Collected data entries:
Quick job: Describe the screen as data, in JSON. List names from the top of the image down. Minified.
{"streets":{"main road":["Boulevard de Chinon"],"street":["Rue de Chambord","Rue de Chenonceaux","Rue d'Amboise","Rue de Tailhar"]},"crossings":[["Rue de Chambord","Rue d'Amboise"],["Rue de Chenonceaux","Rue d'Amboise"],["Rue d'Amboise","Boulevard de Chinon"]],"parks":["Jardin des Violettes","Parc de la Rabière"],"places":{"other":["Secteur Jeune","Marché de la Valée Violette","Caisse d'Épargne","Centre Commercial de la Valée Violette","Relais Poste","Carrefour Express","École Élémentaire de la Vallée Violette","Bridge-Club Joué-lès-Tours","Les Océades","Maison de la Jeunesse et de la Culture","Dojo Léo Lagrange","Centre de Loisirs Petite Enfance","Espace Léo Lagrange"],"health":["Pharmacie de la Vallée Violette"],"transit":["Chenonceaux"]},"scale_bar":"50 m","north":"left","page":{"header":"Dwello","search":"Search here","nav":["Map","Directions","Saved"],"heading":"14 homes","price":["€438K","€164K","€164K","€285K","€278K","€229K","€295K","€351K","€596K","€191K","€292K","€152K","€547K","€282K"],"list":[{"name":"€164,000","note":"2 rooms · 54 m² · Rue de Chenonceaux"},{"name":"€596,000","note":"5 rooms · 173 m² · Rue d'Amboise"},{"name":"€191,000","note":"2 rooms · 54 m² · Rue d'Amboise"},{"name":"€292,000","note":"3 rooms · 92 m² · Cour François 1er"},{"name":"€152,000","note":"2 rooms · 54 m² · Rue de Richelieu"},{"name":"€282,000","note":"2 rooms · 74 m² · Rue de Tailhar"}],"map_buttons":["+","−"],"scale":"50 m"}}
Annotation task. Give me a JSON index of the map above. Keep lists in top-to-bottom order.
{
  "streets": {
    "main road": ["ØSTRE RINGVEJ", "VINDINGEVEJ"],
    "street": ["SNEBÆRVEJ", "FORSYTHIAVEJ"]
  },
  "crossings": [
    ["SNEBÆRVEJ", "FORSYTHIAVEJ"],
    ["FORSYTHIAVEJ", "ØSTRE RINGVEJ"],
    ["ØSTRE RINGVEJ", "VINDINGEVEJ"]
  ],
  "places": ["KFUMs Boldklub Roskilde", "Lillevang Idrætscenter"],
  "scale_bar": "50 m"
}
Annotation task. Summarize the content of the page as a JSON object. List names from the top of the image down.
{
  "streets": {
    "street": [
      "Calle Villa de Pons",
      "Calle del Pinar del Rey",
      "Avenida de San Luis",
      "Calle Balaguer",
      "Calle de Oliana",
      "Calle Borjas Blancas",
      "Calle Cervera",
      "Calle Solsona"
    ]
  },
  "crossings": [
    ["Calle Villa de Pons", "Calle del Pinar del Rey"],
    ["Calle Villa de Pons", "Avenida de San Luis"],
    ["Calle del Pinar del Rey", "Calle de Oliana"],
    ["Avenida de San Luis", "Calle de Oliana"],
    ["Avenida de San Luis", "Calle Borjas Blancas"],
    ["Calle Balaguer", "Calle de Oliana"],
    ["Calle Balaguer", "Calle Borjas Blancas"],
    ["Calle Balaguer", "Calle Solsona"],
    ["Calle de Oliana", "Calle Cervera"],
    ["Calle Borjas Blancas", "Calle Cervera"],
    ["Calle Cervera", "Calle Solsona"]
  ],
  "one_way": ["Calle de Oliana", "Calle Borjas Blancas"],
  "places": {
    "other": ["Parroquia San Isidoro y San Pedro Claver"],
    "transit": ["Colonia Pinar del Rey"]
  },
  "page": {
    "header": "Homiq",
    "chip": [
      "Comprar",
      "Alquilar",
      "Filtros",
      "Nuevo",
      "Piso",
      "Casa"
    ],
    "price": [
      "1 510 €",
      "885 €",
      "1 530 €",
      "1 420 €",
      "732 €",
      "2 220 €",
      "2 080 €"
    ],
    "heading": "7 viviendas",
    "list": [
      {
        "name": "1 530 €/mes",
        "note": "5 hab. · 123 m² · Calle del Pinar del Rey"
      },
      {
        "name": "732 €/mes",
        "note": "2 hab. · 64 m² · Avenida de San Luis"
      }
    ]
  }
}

GOAL OF THE EXERCISE:
Repeat every entry exactly, leaving nothing out.

FINISHED TASK:
Quick job: Describe the screen as data, in JSON. List names from the top of the image down. Minified.
{"streets":{"main road":["Boulevard de Chinon"],"street":["Rue de Chambord","Rue de Chenonceaux","Rue d'Amboise","Rue de Tailhar"]},"crossings":[["Rue de Chambord","Rue d'Amboise"],["Rue de Chenonceaux","Rue d'Amboise"],["Rue d'Amboise","Boulevard de Chinon"]],"parks":["Jardin des Violettes","Parc de la Rabière"],"places":{"other":["Secteur Jeune","Marché de la Valée Violette","Caisse d'Épargne","Centre Commercial de la Valée Violette","Relais Poste","Carrefour Express","École Élémentaire de la Vallée Violette","Bridge-Club Joué-lès-Tours","Les Océades","Maison de la Jeunesse et de la Culture","Dojo Léo Lagrange","Centre de Loisirs Petite Enfance","Espace Léo Lagrange"],"health":["Pharmacie de la Vallée Violette"],"transit":["Chenonceaux"]},"scale_bar":"50 m","north":"left","page":{"header":"Dwello","search":"Search here","nav":["Map","Directions","Saved"],"heading":"14 homes","price":["€438K","€164K","€164K","€285K","€278K","€229K","€295K","€351K","€596K","€191K","€292K","€152K","€547K","€282K"],"list":[{"name":"€164,000","note":"2 rooms · 54 m² · Rue de Chenonceaux"},{"name":"€596,000","note":"5 rooms · 173 m² · Rue d'Amboise"},{"name":"€191,000","note":"2 rooms · 54 m² · Rue d'Amboise"},{"name":"€292,000","note":"3 rooms · 92 m² · Cour François 1er"},{"name":"€152,000","note":"2 rooms · 54 m² · Rue de Richelieu"},{"name":"€282,000","note":"2 rooms · 74 m² · Rue de Tailhar"}],"map_buttons":["+","−"],"scale":"50 m"}}
Annotation task. Give me a JSON index of the map above. Keep lists in top-to-bottom order.
{
  "streets": {
    "main road": ["ØSTRE RINGVEJ", "VINDINGEVEJ"],
    "street": ["SNEBÆRVEJ", "FORSYTHIAVEJ"]
  },
  "crossings": [
    ["SNEBÆRVEJ", "FORSYTHIAVEJ"],
    ["FORSYTHIAVEJ", "ØSTRE RINGVEJ"],
    ["ØSTRE RINGVEJ", "VINDINGEVEJ"]
  ],
  "places": ["KFUMs Boldklub Roskilde", "Lillevang Idrætscenter"],
  "scale_bar": "50 m"
}
Annotation task. Summarize the content of the page as a JSON object. List names from the top of the image down.
{
  "streets": {
    "street": [
      "Calle Villa de Pons",
      "Calle del Pinar del Rey",
      "Avenida de San Luis",
      "Calle Balaguer",
      "Calle de Oliana",
      "Calle Borjas Blancas",
      "Calle Cervera",
      "Calle Solsona"
    ]
  },
  "crossings": [
    ["Calle Villa de Pons", "Calle del Pinar del Rey"],
    ["Calle Villa de Pons", "Avenida de San Luis"],
    ["Calle del Pinar del Rey", "Calle de Oliana"],
    ["Avenida de San Luis", "Calle de Oliana"],
    ["Avenida de San Luis", "Calle Borjas Blancas"],
    ["Calle Balaguer", "Calle de Oliana"],
    ["Calle Balaguer", "Calle Borjas Blancas"],
    ["Calle Balaguer", "Calle Solsona"],
    ["Calle de Oliana", "Calle Cervera"],
    ["Calle Borjas Blancas", "Calle Cervera"],
    ["Calle Cervera", "Calle Solsona"]
  ],
  "one_way": ["Calle de Oliana", "Calle Borjas Blancas"],
  "places": {
    "other": ["Parroquia San Isidoro y San Pedro Claver"],
    "transit": ["Colonia Pinar del Rey"]
  },
  "page": {
    "header": "Homiq",
    "chip": [
      "Comprar",
      "Alquilar",
      "Filtros",
      "Nuevo",
      "Piso",
      "Casa"
    ],
    "price": [
      "1 510 €",
      "885 €",
      "1 530 €",
      "1 420 €",
      "732 €",
      "2 220 €",
      "2 080 €"
    ],
    "heading": "7 viviendas",
    "list": [
      {
        "name": "1 530 €/mes",
        "note": "5 hab. · 123 m² · Calle del Pinar del Rey"
      },
      {
        "name": "732 €/mes",
        "note": "2 hab. · 64 m² · Avenida de San Luis"
      }
    ]
  }
}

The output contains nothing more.